=== Task goal ===
When a line of the entries contains the word "King", report that line.

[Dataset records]
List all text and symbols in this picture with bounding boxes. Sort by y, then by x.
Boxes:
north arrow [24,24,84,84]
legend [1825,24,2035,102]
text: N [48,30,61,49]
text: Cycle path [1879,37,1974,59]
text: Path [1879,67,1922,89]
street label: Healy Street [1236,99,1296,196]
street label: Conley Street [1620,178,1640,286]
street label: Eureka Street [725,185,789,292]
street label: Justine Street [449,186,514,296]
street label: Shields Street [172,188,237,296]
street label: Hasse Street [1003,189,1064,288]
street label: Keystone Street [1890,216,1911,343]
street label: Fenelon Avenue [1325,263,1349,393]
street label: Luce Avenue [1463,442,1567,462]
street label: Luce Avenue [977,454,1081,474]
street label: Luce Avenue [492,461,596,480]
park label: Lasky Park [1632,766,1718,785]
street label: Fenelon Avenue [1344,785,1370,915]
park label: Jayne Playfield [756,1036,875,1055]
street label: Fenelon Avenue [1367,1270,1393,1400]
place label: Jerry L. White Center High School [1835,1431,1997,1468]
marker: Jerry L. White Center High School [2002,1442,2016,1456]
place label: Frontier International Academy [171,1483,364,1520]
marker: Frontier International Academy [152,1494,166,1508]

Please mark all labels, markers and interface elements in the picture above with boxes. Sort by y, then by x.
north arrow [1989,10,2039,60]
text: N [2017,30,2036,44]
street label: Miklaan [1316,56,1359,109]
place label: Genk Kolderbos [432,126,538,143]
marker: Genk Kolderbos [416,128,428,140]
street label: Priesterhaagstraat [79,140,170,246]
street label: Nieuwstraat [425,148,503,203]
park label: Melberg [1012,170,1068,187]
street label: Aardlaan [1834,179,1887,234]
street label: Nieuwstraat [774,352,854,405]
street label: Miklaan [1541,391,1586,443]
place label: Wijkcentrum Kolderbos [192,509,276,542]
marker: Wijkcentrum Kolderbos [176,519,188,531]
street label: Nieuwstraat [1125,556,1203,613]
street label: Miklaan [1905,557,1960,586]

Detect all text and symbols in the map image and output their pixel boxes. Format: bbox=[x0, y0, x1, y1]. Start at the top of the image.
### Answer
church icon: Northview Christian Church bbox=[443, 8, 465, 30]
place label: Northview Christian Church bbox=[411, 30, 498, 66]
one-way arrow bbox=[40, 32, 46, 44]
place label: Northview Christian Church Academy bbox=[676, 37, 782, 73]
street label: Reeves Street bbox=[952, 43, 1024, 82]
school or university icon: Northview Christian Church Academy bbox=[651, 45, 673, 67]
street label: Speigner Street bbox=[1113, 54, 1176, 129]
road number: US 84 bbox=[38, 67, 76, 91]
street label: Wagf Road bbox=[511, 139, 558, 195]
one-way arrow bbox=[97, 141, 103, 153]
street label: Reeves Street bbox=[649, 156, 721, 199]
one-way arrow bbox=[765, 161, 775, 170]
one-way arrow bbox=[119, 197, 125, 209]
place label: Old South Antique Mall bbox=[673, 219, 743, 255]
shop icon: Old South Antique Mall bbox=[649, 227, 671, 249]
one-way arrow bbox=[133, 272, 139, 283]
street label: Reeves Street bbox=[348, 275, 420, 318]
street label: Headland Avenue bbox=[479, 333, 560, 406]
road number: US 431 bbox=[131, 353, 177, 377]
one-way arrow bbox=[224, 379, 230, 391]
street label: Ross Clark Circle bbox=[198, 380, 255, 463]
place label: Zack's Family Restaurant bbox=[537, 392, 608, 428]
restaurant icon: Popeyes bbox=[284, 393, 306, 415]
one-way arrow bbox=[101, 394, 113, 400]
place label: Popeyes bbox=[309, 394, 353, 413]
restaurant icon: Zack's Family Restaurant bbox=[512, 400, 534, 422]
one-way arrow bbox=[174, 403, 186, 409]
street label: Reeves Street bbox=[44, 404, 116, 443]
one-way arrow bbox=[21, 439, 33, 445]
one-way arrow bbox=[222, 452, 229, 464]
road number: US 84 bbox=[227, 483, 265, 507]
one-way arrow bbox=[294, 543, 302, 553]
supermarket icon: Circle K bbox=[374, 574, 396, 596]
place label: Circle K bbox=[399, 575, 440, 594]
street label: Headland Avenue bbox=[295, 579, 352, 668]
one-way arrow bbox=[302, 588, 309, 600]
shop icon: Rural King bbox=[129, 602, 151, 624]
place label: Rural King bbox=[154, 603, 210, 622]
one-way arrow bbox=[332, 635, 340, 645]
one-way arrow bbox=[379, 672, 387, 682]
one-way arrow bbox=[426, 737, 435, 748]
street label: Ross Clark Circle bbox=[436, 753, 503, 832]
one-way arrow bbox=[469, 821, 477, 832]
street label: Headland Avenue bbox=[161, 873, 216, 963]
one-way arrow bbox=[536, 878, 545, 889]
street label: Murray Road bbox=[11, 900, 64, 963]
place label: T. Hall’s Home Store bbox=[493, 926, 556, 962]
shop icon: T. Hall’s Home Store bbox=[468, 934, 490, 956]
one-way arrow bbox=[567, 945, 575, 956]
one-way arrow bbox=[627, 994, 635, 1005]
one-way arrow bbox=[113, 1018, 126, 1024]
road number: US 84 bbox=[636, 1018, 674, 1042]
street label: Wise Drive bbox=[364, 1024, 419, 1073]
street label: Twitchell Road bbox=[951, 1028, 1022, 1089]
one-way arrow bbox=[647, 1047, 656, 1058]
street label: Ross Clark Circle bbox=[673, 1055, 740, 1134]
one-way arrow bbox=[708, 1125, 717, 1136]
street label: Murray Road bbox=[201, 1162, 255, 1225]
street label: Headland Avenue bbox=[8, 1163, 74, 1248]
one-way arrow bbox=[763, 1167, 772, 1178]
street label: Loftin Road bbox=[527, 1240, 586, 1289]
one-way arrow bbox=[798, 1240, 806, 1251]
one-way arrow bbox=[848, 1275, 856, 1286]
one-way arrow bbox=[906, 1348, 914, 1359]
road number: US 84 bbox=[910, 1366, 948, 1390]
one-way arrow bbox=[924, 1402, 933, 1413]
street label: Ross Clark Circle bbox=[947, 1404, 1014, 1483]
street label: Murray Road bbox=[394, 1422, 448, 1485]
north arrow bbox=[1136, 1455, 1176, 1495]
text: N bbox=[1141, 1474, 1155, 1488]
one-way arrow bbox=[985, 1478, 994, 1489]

=== Task response ===
shop icon: Rural King bbox=[129, 602, 151, 624]
place label: Rural King bbox=[154, 603, 210, 622]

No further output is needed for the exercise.